Ok, so he didn't really say that. It was actually that he wanted to "still keep it at least PG rated," which as Jake Lowen points out includes what I just attributed to him. I believe everyone who read what he wrote understood what he meant, but things still get taken out of context. By not having comments on his "blog" directly, he can limit the official exposure he gives to such trivial content.
I'm sure there's also the fear that someone'll post a link to goatsee pictures or some such and ok, that's fair enough. But that's what comes with the territory. The world, including the Internet, is full of crazy people. Deal with it. Someone posts a link to an offensive site, take it down. Someone uses language that's beyond what you deem polite, edit it. Publicly, though. Make sure you replace the text with something that shows its been edited.

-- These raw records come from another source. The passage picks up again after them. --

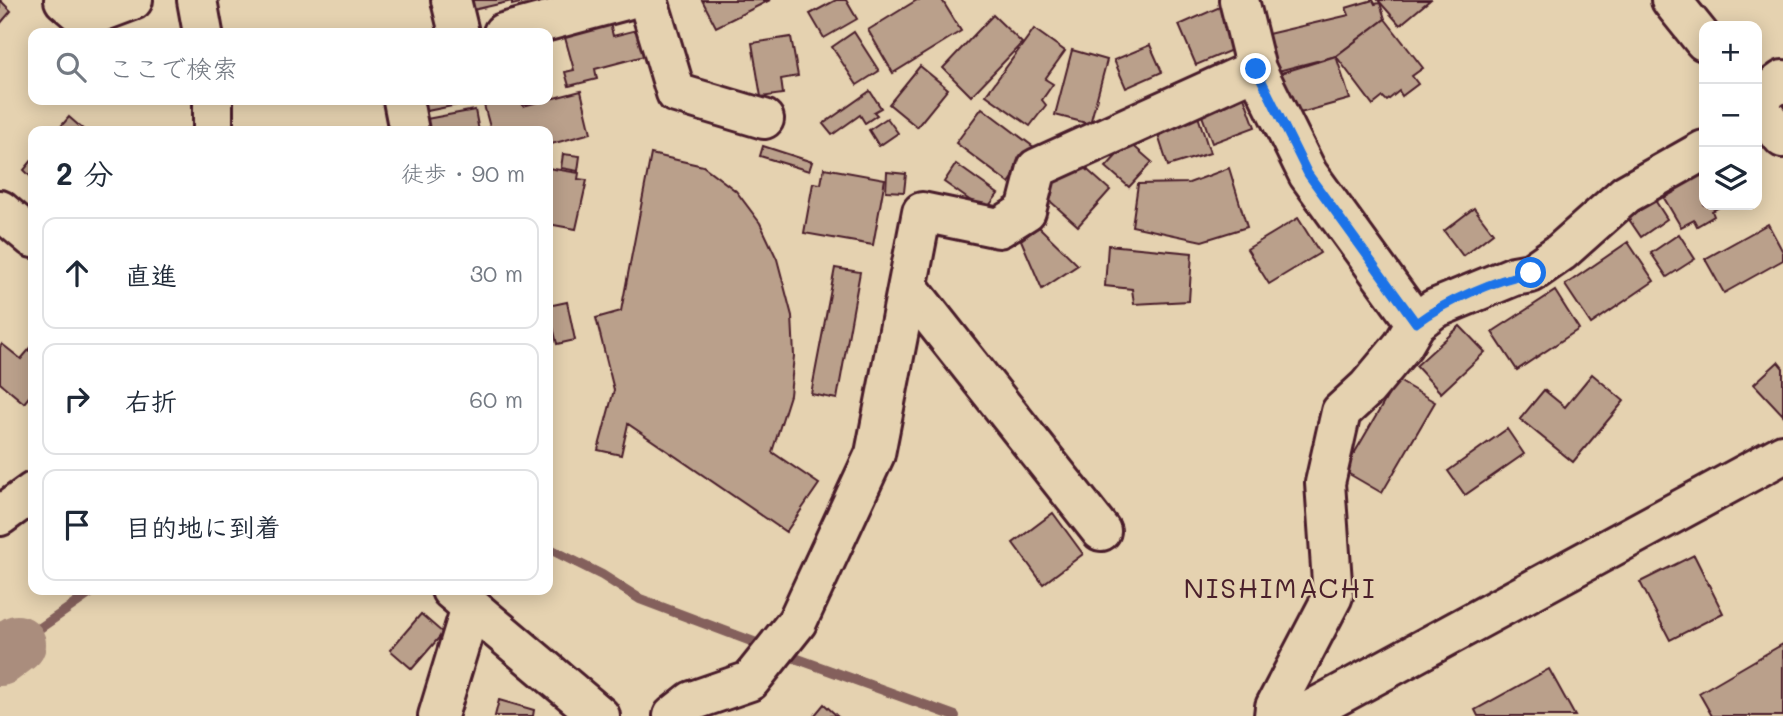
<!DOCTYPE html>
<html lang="ja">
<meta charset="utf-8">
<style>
body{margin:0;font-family:Mali,"Klee One",sans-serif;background:#f6f6f7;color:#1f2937}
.controls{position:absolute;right:21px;top:21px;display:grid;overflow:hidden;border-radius:14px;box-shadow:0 4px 18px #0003}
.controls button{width:63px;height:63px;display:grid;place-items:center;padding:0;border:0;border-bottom:2px solid #e0e1e3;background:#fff;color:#1f2937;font:35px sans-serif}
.stop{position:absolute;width:21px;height:21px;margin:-16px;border:5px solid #1a73e8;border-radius:50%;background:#fff}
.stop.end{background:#1a73e8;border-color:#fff;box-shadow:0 2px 7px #0008}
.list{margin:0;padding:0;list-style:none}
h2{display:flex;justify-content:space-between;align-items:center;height:91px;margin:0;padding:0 28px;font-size:30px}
h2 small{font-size:23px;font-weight:400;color:#747a83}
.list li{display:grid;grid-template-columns:46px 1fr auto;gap:21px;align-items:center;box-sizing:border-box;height:112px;margin:0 14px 14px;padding:0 14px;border:2px solid #e0e1e3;border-radius:14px}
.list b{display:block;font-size:26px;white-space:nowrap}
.list em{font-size:23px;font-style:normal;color:#747a83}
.icon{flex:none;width:38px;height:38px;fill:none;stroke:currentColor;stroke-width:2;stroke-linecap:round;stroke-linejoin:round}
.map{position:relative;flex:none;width:1783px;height:716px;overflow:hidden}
.search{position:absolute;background:#fff;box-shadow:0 4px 18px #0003;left:28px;top:28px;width:525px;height:77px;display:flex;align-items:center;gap:18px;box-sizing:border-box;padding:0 24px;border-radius:14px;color:#747a83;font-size:26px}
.panel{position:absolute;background:#fff;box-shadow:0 4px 18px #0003;left:28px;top:126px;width:525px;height:469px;border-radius:14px}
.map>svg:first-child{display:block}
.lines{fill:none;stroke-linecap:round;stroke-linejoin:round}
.stream{stroke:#84615c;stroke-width:10}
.river{stroke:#aa8d7d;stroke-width:58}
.building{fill:#baa08b;stroke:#4a1f2b;stroke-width:2}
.minor-casing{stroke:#4a1f2b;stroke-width:44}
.major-casing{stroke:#4a1f2b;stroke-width:44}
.minor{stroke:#e5d2b0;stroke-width:38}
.major{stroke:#e5d2b0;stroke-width:38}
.route{stroke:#1a73e8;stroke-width:9}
.labels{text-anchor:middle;stroke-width:5;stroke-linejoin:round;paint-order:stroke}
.quarter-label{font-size:28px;letter-spacing:2px;fill:#4a1f2b;stroke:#e5d2b0}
</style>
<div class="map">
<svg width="1783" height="716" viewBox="0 0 1783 716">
<rect width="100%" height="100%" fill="#e5d2b0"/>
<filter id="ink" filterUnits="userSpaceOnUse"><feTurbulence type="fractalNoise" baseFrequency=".0143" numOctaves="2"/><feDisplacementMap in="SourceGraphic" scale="14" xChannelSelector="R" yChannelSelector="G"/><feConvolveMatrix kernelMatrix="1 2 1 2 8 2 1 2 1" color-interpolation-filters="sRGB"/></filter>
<g filter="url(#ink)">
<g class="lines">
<g class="stream">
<path d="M 548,548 L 602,575 L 640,599 L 767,647"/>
<path d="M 17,644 L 95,590"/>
<path d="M 784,654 L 955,716"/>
</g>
<path class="river" d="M 0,657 L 17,644"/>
</g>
<g class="building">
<path d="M 0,0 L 11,11 L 0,24 Z"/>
<path d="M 471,0 L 532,0 L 512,5 L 512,1 L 473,10 Z"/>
<path d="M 702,0 L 770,0 L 716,27 Z"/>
<path d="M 836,0 L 846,0 L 857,19 L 824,38 L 810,14 Z"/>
<path d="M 917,0 L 942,0 L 961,31 L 893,73 L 868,30 Z"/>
<path d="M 1373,0 L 1375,4 L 1380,3 L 1385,19 L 1336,56 L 1278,71 L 1268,34 L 1349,15 L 1346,8 Z"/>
<path d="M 1378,0 L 1430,0 L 1400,25 Z"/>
<path d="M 1222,6 L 1239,47 L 1196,65 L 1179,25 Z"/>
<path d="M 993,15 L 1022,43 L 971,96 L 943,68 Z"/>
<path d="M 1385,19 L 1423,68 L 1412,76 L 1418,84 L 1402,96 L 1399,91 L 1387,101 L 1383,97 L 1373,105 L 1336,56 Z"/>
<path d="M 610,23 L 613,36 L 637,30 L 644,56 L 595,69 L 597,79 L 569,86 L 565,72 L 574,70 L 564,34 Z"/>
<path d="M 1034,29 L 1065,51 L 1045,79 L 1053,84 L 1042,100 L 1046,105 L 1030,126 L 986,95 Z"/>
<path d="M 854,32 L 879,71 L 857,85 L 832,47 Z"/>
<path d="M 791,37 L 798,76 L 781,79 L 783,94 L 761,97 L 752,43 Z"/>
<path d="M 1150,45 L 1162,72 L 1126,88 L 1114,60 Z"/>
<path d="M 1072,50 L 1107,60 L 1090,124 L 1055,115 Z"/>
<path d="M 1336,56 L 1350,99 L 1293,115 L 1281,73 Z"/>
<path d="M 920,66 L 948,89 L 917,127 L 889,104 Z"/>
<path d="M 1240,86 L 1255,127 L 1212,143 L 1197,102 Z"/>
<path d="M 581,91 L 591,133 L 548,145 L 548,131 L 491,131 L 484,105 L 504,100 L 522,100 L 523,106 Z"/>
<path d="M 870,91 L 881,108 L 874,112 L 877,115 L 865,123 L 860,115 L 832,135 L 823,124 Z"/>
<path d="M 419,100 L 470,100 L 461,102 L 462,104 L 422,112 Z"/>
<path d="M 982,108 L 1035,148 L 1009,183 L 956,143 Z"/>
<path d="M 475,110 L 479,131 L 423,131 L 421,120 Z"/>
<path d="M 1197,113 L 1210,153 L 1168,166 L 1155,126 Z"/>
<path d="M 69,117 L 85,131 L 57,131 Z"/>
<path d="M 887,118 L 898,133 L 879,146 L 869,130 Z"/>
<path d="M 1129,142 L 1152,162 L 1129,187 L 1106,167 Z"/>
<path d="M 763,146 L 812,162 L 809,171 L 760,156 Z"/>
<path d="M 563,154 L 580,156 L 578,171 L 561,168 Z"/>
<path d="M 651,154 L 703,166 L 736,191 L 760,223 L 777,259 L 792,316 L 794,356 L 790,395 L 772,452 L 819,484 L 786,532 L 628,424 L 621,455 L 598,450 L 614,390 L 596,318 L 621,311 Z"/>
<path d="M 1073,157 L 1110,190 L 1078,226 L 1041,193 Z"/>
<path d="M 33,159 L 33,179 L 24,170 Z"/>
<path d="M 956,164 L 998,194 L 985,211 L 944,182 Z"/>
<path d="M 548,168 L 579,173 L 578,179 L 587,180 L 576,229 L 548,224 Z"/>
<path d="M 824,168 L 885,179 L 873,245 L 804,233 L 813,183 L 821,184 Z"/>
<path d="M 1229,168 L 1247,227 L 1202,241 L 1132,226 L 1138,184 L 1189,183 Z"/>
<path d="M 887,172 L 906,174 L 904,192 L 886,191 Z"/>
<path d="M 1704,173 L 1704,205 L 1723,205 L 1712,211 L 1714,216 L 1697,226 L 1694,220 L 1681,227 L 1664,198 L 1676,191 L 1673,185 L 1688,176 L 1691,180 Z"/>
<path d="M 1651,194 L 1667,219 L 1641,237 L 1624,212 Z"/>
<path d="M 1474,208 L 1493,233 L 1463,256 L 1444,231 Z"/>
<path d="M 1298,218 L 1320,253 L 1269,284 L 1247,249 Z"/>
<path d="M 1768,224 L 1783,252 L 1783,260 L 1724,293 L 1705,259 Z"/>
<path d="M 1039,227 L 1078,265 L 1042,289 L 1021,240 Z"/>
<path d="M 1679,234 L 1695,259 L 1667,277 L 1651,253 Z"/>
<path d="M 1628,242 L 1654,281 L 1591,324 L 1565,285 Z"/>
<path d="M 1108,245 L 1192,253 L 1189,301 L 1134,304 L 1132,289 L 1105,286 Z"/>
<path d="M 835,268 L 860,272 L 837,399 L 811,394 Z"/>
<path d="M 1555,291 L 1579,329 L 1517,370 L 1492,332 Z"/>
<path d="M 567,302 L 575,340 L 557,344 L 548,306 Z"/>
<path d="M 1460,326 L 1485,352 L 1441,393 L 1416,366 Z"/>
<path d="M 2,344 L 21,359 L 33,345 L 33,392 L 24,403 L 0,383 L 0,347 Z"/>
<path d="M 1778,362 L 1783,368 L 1783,415 L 1754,384 Z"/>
<path d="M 1592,374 L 1624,401 L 1573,462 L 1520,419 L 1544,390 L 1565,407 Z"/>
<path d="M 1397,380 L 1435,402 L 1382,493 L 1344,471 Z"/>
<path d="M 1507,429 L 1524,454 L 1465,495 L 1448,471 Z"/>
<path d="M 1053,513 L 1083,554 L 1043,584 L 1013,543 Z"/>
<path d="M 1694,555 L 1723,613 L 1670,640 L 1640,582 Z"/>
<path d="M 421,614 L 443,633 L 412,669 L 390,650 Z"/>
<path d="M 1783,644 L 1783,716 L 1712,716 L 1699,693 Z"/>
<path d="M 1549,669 L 1575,716 L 1478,716 L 1475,710 Z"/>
<path d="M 499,700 L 534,710 L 533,716 L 495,716 Z"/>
<path d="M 824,704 L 837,716 L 814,716 Z"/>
</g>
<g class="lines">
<g class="minor-casing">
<g id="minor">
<path d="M 64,0 L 85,18 L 133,0"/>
<path d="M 197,0 L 203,33"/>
<path d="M 451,0 L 459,33"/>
<path d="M 648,0 L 676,93 L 764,119"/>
<path d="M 1239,0 L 1256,69 L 1308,174 L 1416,323"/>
<path d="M 1671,0 L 1704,41"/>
<path d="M 503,33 L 626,0"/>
<path d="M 1757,99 L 1783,80"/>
<path d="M 213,100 L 213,131"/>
<path d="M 403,100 L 409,131"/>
<path d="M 1757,106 L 1783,138"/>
<path d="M 908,287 L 1101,531"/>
<path d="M 0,516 L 33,492"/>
<path d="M 438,716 L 471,607"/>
<path d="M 673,716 L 692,701 L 750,681 L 797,622 L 875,454 L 922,212 L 999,228 L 1026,211 L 1037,168 L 1256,69"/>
<path d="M 1274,716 L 1275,707 L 1333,596 L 1325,483 L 1341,412 L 1367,388 L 1403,345 L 1416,323 L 1434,309 L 1514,276 L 1531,273 L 1561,252 L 1626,194 L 1704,150"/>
<path d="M 1300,716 L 1783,454"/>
</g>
</g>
<g class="major-casing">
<g id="major">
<path d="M 0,210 L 33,238"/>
<path d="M 451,590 L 600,716"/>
</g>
</g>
<use href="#minor" class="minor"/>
<use href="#major" class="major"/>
</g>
</g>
<g class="lines" filter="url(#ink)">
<path class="route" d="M 1256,69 L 1308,174 L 1416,323 C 1444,302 1496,279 1531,273"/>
</g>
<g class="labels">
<g class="quarter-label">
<text x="1280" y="598">NISHIMACHI</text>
</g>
</g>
</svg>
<div class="controls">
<button>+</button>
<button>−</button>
<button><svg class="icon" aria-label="layers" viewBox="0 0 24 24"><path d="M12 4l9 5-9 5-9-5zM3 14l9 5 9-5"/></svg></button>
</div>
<div class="stop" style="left:1531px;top:273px"></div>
<div class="stop end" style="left:1256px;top:69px"></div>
<div class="search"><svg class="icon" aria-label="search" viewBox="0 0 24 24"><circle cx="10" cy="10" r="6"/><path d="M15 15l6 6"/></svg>ここで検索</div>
<section class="panel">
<h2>2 分<small>徒歩 · 90 m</small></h2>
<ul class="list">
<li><svg class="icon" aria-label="ahead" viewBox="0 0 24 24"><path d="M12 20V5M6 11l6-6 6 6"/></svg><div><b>直進</b></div><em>30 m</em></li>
<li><svg class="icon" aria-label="right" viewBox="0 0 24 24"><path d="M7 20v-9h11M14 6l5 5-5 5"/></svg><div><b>右折</b></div><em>60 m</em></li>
<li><svg class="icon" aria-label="arrive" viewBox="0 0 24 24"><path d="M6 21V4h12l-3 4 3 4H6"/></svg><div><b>目的地に到着</b></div></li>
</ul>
</section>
</div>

This isn't that hard. Blogging is about being out there. He acknowledged that in his first post. He said he'd be the only one posting with his name. Anyone else posting would be posting with their name. Bravo! He's sticking by his content as his. That's great. But... That's only part of the battle. Enable unmoderated comments and reserve the right to take anything down. Afterall, we're stepping into your domain (pardon the pun). Don't put up with it people screwing around on your site, but don't discourage the conversation right off the bat.